文子の息子は、家を出ていった後、数年間所在が分からなかったが、風の噂で、その宗教団体に入信していると聞いた。
その教団は、今ではかなり大きな組織になっているそうだ。
噂を聞いた後、文子は、その教団の本部が、地元の田んぼの中にある大きな一軒の民家だという事を知り、そこへ、何度か訪れた事がある。
しかし、その度、来客対応の信者の方から、
”確認しましたが、そういう名前の方は、こちらには、在籍していないようです。”
”また、確認が取れ次第連絡しますので、今日の所は、お引き取り頂いてもよろしいでしょうか?”
と言われ丁重に帰された。
しかし、その信者の方の返答とは裏腹に、そこには、たしかに息子がいる気配を感じた。
そこを行きかう人々やその場に漂う空気や雰囲気が、息子のそれに似ている事を文子は感じとっていた。
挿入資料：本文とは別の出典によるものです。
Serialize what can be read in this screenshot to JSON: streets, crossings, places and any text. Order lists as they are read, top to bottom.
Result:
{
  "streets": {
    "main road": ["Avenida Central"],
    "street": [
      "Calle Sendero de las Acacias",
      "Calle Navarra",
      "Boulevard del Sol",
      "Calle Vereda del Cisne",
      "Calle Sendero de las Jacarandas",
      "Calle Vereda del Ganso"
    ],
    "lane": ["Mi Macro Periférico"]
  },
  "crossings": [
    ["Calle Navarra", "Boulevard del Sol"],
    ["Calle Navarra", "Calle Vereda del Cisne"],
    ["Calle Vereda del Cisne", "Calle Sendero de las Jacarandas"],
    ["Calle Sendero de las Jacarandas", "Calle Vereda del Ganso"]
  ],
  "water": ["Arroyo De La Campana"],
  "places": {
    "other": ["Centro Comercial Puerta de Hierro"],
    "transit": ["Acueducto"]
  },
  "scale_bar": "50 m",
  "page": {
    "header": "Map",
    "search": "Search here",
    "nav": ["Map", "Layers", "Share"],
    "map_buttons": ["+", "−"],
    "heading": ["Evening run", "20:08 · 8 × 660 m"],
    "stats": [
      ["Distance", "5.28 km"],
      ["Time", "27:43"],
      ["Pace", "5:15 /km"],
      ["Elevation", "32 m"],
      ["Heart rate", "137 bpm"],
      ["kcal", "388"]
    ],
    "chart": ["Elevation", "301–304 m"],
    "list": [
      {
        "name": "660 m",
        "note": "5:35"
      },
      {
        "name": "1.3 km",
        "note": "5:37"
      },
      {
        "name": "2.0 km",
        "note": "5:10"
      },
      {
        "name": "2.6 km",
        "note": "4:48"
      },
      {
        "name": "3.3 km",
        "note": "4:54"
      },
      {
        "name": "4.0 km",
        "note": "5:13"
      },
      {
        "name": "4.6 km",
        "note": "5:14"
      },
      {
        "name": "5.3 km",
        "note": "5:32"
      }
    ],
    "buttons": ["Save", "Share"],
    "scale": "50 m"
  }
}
どちらにしても、教団側がそういった対応をしている以上、
文子は、それ以上何も出来ず、ただ待つ事しかできなかった。
マグカップに残った最後の一口分のコーヒーを、文子はゆっくり飲み干し、マグカップを洗い場へもっていった。
ダイニングに戻った時、テーブルの隅に置いてある、小さなラジオのスイッチを入れ、ボリュームを上げた。周波数は、いつも聞いている番組の周波数に合わせてある。
ボリュームを上げると、いつものラジオDJの元気な声が立ち上がってきた。
文子が若い頃から聞いている、地方のラジオ番組だ。
”この人、本当にいつまでも元気ね…。”
文子は、少しホッとする。
そういえば、この間、このラジオ番組で、ラジオDJが突然取り乱し、(おそらく)台本にない事を延々としゃべっていた事があった。
ラジオDJは、その時のお詫びをしていた。
文子は、ラジオを聴きながら、頭の片隅で、その時の放送を思い出していた。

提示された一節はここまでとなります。